### EXERCISE PROMPT
Would you please output the data exactly, omitting no line?

(Stored items)

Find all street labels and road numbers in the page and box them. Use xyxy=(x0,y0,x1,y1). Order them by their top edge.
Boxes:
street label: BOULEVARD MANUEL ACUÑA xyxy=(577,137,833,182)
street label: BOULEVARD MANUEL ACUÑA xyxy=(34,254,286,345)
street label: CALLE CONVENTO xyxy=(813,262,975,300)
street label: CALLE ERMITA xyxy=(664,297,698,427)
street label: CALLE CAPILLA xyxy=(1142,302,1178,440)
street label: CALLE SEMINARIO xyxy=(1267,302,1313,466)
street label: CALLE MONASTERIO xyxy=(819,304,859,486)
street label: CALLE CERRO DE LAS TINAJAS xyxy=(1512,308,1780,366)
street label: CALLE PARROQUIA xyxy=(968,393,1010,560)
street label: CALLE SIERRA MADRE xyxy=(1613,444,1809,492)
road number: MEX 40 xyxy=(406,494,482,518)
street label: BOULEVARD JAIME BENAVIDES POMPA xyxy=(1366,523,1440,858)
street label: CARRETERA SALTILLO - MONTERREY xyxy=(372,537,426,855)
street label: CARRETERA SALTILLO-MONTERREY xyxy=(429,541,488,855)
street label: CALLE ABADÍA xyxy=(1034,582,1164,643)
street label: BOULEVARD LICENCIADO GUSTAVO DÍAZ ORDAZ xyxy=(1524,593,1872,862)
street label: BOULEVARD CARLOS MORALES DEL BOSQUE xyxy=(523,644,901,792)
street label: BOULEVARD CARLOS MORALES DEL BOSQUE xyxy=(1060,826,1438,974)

### SOLUTION FOR THIS TASK
Find all street labels and road numbers in the page and box them. Use xyxy=(x0,y0,x1,y1). Order them by their top edge.
Boxes:
street label: BOULEVARD MANUEL ACUÑA xyxy=(577,137,833,182)
street label: BOULEVARD MANUEL ACUÑA xyxy=(34,254,286,345)
street label: CALLE CONVENTO xyxy=(813,262,975,300)
street label: CALLE ERMITA xyxy=(664,297,698,427)
street label: CALLE CAPILLA xyxy=(1142,302,1178,440)
street label: CALLE SEMINARIO xyxy=(1267,302,1313,466)
street label: CALLE MONASTERIO xyxy=(819,304,859,486)
street label: CALLE CERRO DE LAS TINAJAS xyxy=(1512,308,1780,366)
street label: CALLE PARROQUIA xyxy=(968,393,1010,560)
street label: CALLE SIERRA MADRE xyxy=(1613,444,1809,492)
road number: MEX 40 xyxy=(406,494,482,518)
street label: BOULEVARD JAIME BENAVIDES POMPA xyxy=(1366,523,1440,858)
street label: CARRETERA SALTILLO - MONTERREY xyxy=(372,537,426,855)
street label: CARRETERA SALTILLO-MONTERREY xyxy=(429,541,488,855)
street label: CALLE ABADÍA xyxy=(1034,582,1164,643)
street label: BOULEVARD LICENCIADO GUSTAVO DÍAZ ORDAZ xyxy=(1524,593,1872,862)
street label: BOULEVARD CARLOS MORALES DEL BOSQUE xyxy=(523,644,901,792)
street label: BOULEVARD CARLOS MORALES DEL BOSQUE xyxy=(1060,826,1438,974)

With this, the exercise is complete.